[Source records]
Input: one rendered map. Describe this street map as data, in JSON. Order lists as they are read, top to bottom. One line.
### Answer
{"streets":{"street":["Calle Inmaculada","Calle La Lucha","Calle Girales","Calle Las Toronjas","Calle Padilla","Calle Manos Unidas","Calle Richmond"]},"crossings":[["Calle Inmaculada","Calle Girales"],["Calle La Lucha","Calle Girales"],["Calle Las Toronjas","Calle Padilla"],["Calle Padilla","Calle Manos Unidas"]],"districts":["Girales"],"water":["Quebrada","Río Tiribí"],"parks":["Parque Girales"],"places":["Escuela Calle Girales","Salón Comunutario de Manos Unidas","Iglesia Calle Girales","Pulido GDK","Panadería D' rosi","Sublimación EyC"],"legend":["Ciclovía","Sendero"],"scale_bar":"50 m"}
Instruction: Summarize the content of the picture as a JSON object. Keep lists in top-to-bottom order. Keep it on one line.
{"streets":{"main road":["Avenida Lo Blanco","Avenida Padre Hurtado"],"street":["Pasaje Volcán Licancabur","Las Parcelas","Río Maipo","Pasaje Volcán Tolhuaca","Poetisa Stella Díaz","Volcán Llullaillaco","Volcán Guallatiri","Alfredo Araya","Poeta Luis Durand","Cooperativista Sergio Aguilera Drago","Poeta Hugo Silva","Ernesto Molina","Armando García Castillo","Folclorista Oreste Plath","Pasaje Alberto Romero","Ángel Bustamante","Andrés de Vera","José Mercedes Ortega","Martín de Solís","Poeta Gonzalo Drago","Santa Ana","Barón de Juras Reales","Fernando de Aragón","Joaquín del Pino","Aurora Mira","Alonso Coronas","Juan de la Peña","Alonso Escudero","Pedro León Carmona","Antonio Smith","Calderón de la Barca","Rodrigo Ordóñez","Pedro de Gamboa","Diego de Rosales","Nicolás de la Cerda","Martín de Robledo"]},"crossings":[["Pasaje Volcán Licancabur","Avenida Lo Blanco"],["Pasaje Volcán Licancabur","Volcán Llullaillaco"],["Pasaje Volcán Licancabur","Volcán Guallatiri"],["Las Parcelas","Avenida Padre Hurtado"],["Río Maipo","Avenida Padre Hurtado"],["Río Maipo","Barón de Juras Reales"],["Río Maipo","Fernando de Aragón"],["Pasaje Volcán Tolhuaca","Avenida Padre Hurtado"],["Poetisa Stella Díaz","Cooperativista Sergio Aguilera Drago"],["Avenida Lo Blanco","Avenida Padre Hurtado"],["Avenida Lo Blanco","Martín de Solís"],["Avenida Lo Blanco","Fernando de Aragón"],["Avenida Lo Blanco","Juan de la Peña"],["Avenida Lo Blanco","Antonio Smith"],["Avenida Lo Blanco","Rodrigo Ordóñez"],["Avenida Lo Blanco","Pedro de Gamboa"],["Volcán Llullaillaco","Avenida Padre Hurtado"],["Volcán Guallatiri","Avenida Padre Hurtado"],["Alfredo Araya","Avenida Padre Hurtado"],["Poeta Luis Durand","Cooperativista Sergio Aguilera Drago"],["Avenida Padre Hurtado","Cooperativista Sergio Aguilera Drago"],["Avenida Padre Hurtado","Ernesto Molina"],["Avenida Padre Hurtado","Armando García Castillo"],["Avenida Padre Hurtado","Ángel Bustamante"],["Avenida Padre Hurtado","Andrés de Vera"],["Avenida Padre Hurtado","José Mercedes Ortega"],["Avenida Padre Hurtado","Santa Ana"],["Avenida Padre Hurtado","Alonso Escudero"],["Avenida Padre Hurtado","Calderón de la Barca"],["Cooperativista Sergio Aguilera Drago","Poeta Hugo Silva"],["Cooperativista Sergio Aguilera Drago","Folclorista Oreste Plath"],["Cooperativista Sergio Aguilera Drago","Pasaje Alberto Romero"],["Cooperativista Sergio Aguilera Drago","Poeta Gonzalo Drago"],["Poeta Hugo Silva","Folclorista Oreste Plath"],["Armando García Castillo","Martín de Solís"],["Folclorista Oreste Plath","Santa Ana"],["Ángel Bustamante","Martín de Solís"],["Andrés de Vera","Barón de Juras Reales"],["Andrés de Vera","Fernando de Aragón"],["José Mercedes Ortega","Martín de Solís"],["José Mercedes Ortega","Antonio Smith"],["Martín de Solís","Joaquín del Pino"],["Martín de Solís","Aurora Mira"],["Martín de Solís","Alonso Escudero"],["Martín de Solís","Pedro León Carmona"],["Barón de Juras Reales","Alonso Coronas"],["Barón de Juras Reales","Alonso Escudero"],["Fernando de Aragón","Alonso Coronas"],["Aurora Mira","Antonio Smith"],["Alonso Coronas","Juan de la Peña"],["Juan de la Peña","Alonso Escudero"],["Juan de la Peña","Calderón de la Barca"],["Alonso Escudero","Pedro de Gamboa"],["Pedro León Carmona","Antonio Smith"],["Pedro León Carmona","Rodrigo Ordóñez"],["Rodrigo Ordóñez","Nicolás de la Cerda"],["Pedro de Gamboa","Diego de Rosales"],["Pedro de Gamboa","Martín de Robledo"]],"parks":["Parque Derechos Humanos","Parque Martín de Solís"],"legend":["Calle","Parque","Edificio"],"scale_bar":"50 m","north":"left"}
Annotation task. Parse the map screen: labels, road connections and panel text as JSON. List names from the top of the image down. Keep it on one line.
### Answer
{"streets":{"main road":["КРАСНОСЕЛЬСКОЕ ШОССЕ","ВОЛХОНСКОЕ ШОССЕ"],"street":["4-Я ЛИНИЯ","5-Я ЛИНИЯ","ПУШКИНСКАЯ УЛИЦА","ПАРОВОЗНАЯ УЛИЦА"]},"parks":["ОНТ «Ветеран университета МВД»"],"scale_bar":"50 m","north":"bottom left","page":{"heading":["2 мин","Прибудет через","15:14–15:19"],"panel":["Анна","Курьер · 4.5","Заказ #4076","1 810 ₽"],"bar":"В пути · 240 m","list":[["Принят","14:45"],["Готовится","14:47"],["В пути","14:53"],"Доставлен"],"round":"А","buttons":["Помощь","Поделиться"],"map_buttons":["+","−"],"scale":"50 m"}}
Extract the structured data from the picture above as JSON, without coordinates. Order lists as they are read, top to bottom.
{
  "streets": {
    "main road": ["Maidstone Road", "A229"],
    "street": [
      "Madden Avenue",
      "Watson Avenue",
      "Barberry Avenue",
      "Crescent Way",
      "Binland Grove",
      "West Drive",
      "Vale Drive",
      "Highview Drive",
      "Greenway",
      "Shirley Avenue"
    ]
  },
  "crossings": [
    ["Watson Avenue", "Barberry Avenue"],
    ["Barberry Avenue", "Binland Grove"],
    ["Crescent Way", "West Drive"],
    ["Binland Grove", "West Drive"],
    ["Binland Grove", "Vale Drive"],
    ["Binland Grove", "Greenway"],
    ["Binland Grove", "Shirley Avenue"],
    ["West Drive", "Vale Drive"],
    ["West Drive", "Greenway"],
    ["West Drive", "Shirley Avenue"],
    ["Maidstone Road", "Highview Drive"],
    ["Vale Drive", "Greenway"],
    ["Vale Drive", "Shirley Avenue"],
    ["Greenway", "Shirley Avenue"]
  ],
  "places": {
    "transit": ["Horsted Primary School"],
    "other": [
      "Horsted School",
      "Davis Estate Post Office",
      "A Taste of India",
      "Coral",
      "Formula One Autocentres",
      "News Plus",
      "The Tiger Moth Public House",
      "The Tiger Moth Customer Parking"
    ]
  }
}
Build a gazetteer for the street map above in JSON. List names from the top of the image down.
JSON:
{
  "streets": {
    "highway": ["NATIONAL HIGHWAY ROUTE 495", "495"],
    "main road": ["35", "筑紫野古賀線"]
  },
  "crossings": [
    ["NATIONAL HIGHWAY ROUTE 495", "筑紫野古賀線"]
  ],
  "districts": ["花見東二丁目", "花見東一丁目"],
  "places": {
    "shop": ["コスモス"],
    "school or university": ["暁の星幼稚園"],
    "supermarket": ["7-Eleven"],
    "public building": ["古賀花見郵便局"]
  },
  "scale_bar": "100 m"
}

**Task to complete**
The response should contain only a verbatim copy of the lines from the line with "Build a gazetteer" to the final line of the records.

**Finished task**
Build a gazetteer for the street map above in JSON. List names from the top of the image down.
JSON:
{
  "streets": {
    "highway": ["NATIONAL HIGHWAY ROUTE 495", "495"],
    "main road": ["35", "筑紫野古賀線"]
  },
  "crossings": [
    ["NATIONAL HIGHWAY ROUTE 495", "筑紫野古賀線"]
  ],
  "districts": ["花見東二丁目", "花見東一丁目"],
  "places": {
    "shop": ["コスモス"],
    "school or university": ["暁の星幼稚園"],
    "supermarket": ["7-Eleven"],
    "public building": ["古賀花見郵便局"]
  },
  "scale_bar": "100 m"
}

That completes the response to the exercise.